Bu sayfa ve yazı serisinin devamı talep edildiğinde bir meslek hastalığı olan konsept belirleme ihtiyacı hasıl oldu. Fransa’dan bahsedeceğimiz için ve bir etimoloji uzmanı olmadığımız için Fransızca ‘concept’ kelimesini bilerek kullandım. Kadim gelenekte bu kelimenin bize hissettirdiklerini karşılar bir kavram var mı emin olamıyorum, özür dilerim.
Yazılar serisinin bir tasarım, bir yola çıkış hikayesi olsun istedim. Her ay; bir mekan ve bir konu çerçevesinde mimarlık merkezli çoklu bir takım eleştiri ve farkındalık yazıları olsun; Dertli ve dinamik bir sayfa olsun. Daha öncesinden deneyimlediğim bir mekanı yine yerinde arşivlemiş olduğum fotoğraf kareleri ve de bir konu bağlamında sizlerle konuşalım. Ki geçen ayki Kasım sayısında ‘Sezar’ın Hakkını Prag’a Verecek, Tokat’ın Hakkını Dans Eden Ev’e Vermeyeceğiz’ başlığında bu minvalde bir iş yapmıştık.
Bu bağlamda girizgah olarak;
Marka değeri en yüksek şehirden başlamış olalım; Paris.

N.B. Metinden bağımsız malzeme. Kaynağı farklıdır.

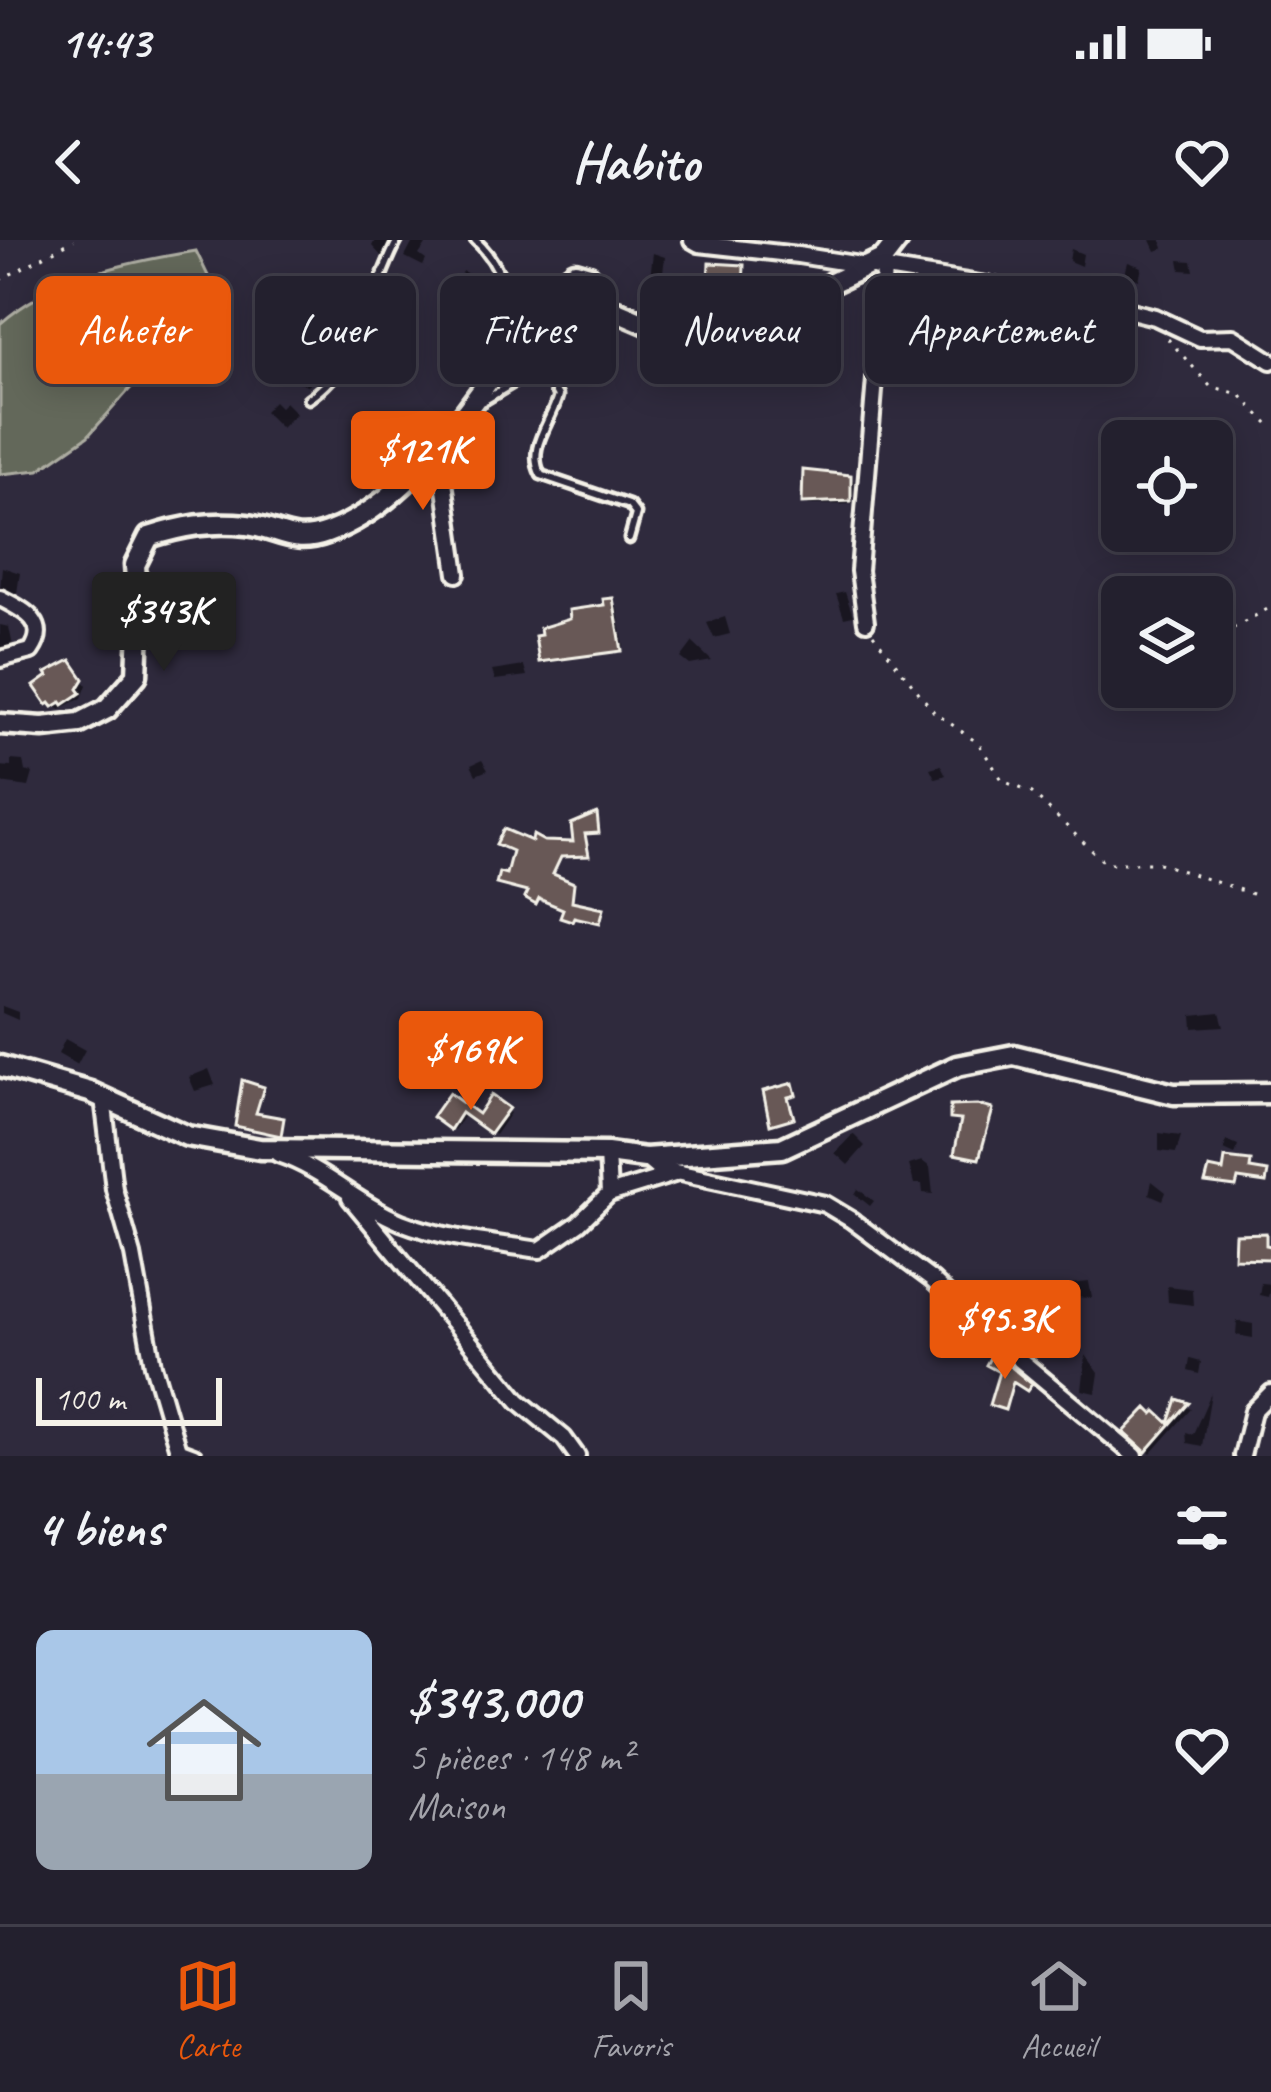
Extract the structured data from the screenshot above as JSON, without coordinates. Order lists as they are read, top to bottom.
{
  "scale_bar": "100 m",
  "page": {
    "status": "14:43",
    "header": "Habito",
    "chip": [
      "Acheter",
      "Louer",
      "Filtres",
      "Nouveau",
      "Appartement"
    ],
    "price": [
      "$121K",
      "$343K",
      "$169K",
      "$95.3K"
    ],
    "scale": "100 m",
    "heading": "4 biens",
    "list": [
      {
        "name": "$343,000",
        "note": "5 pièces · 148 m² · Maison"
      }
    ],
    "tabs": ["Carte", "Favoris", "Accueil"]
  }
}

Paris, otoriteler tarafından en iyi pazarlanan ve markalaşan şehir olarak kabul ediliyor. Her ne ki Los Angeles, New York, Londra gibi isimler telaffuz ediliyor olsa da tarafsız akademiyanın hem fikir olduğu şehir; Bir pazarlama harikası olan Paris.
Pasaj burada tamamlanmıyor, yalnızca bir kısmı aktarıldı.